Section: New Results
Analysis and modeling for compact representation and navigation
3D modelling, multi-view plus depth videos, Layered depth images (LDI), 2D and 3D meshes, epitomes, image-based rendering, inpainting, view synthesis
Computational modelling of visual attention
Participants : Josselin Gautier, Olivier Le Meur, Zhi Liu.
Time-dependent saliency map
The study related to the deployment of visual attention in 2D and 3D has been completed in 2012. The purpose of this study was to investigate whether or not there is a difference between eye movements recorded while observers viewed natural images in 2D and 3D conditions. Results show that visual exploration in depth layer detection task is affected by the binocular disparity. In particular, participants tend to look first at closer areas just after the stimuli onset with the introduction of disparity, and then direct their gaze to more widespread locations. Based on these conclusions, a computational model of visual attention taking into account the temporal dimension has been designed. An Expectation-Maximisation (EM) algorithm has been used to infer the weight of different visual features (saliency, depth, center bias) over time. Results have been published in the journal Cognitive Computation.
A new study on a similar subject has started during the summer 2012. The purpose is again to investigate the influence of binocular disparity, scene complexity on visual scanpaths obtained in 2D and 3D viewing conditions. The main differences with the previous study are twofold. First, a new database of content has been designed. All parameters such as the amount of disparity are accurately mastered. Second is about the context of the study which deals with quality assessment of 3D video content.
Salient object detection
In 2012, Dr. Liu, who has joined the team in August for 2 years has started a study dealing with salient object detection. The goal is to extract automatically the most interesting object in an image or video sequence. The proposed approach is based on low-level visual features and extensively used a superpixel method. Starting from the superpixel representation of an image, the saliency measure of each superpixel is evaluated based on its global uniqueness and local contrasts with other superpixels. A saliency-directed region merging algorithm with a dynamic scale control scheme is then exploited to generate more meaningful regions. The region merging process is recorded using a Binary Partition Tree (BPT), in which each leaf node represents each superpixel and each non-leaf node represents each generated region during the region merging process. Finally, a node selection algorithm based on saliency density difference is used to select suitable nodes from BPT to form the salient object detection result. First experimental results on a public dataset (MSRA) are promising and demonstrate the effectiveness of the proposed approach.

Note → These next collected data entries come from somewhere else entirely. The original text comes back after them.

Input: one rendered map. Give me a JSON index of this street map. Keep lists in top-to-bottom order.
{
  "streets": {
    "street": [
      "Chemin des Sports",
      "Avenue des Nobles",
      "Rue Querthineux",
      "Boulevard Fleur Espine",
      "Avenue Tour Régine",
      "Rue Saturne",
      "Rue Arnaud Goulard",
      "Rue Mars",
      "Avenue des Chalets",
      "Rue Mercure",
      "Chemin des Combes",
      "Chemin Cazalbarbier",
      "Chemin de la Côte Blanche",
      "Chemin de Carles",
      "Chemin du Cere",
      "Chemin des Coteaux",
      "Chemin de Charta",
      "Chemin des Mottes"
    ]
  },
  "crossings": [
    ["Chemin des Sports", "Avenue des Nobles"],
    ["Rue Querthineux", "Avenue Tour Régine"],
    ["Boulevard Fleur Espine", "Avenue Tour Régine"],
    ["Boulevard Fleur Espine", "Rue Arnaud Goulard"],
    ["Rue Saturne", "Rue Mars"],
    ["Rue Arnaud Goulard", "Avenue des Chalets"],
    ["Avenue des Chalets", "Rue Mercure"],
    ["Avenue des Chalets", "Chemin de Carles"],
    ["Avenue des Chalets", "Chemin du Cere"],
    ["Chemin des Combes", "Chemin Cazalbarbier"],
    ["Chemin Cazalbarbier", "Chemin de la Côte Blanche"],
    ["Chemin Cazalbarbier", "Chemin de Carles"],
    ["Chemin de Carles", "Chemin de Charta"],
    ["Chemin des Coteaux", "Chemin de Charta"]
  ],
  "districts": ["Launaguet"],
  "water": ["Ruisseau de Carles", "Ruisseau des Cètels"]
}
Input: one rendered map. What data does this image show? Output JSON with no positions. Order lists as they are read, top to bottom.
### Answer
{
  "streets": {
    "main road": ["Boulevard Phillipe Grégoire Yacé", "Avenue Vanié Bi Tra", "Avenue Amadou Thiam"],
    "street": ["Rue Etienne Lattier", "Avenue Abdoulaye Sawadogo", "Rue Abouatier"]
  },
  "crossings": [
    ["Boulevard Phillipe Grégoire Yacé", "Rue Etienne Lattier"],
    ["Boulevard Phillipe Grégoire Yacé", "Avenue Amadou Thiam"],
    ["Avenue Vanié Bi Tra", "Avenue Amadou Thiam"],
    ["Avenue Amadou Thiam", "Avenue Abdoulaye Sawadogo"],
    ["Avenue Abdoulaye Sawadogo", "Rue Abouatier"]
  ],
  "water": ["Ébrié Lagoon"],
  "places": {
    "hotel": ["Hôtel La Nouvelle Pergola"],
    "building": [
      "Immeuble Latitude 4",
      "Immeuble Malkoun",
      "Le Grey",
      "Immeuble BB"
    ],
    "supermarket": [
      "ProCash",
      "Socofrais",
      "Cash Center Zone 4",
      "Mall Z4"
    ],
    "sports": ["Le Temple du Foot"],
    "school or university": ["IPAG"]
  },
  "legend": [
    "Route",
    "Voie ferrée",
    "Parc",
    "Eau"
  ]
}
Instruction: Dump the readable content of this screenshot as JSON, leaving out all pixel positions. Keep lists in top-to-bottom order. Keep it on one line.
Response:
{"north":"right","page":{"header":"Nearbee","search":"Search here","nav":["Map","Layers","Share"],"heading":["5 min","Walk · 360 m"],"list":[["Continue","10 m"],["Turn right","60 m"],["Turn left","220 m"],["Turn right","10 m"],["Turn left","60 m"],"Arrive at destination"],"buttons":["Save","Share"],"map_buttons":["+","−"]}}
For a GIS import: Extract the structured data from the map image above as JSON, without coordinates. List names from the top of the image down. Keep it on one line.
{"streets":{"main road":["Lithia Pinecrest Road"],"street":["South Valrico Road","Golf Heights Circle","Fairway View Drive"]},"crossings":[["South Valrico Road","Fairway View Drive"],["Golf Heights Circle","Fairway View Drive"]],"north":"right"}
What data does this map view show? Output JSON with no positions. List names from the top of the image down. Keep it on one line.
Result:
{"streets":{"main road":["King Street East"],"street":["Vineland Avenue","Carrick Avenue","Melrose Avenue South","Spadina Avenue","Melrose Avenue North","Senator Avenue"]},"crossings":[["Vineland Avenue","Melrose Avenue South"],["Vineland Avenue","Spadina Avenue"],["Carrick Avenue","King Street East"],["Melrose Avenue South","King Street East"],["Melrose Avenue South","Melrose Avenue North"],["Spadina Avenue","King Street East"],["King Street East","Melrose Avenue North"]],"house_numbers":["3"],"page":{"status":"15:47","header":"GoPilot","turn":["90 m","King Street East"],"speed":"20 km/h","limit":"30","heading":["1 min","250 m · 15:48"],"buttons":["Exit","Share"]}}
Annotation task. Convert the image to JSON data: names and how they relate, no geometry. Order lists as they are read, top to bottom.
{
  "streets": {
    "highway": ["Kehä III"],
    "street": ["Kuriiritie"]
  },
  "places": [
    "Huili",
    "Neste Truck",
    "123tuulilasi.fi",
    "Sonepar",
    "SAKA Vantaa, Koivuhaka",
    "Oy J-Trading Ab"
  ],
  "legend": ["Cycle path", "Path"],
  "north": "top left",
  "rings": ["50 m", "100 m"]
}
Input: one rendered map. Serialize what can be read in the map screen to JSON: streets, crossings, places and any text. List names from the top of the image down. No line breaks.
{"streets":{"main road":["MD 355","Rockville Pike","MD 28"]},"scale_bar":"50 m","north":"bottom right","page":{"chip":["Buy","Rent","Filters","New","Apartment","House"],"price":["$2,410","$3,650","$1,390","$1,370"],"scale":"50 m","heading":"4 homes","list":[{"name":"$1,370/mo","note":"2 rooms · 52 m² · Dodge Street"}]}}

Similarity metrics for image processing
Participants : Mounira Ebdelli, Christine Guillemot, Olivier Le Meur, Raul Martinez Noriega, Aline Roumy.
Several image processing problems addressed by the team (inpainting, loss concealment, super-resolution, denoising) require having patch objective similarity metrics as close as possible to ground truth visual similarity. The derivation of such metrics has been investigated along several directions. First, a performance analysis of the most used fidelity metrics (SSD, SSIM, two SSD-weighted Battacharya metrics) has been carried out to assess the perceptual similarities between patches. A statistical analysis of subjective tests has shown that some of these metrics (the SSD-weighted Battacharya) are more suitable than others to respect human decisions in terms of patch similarities. This conclusion has been confirmed with the results of Non Local means (NL-means) denoising algorithm which are highly sensitive to the used similarity metrics. The value of each pixel in the blurred image is updated using a weighted average of the collocated pixels values in the most similar patches to the block centered on . We show that SSD, which is the most used similarity metric, is not necessary the best correlated with the perceptual criteria.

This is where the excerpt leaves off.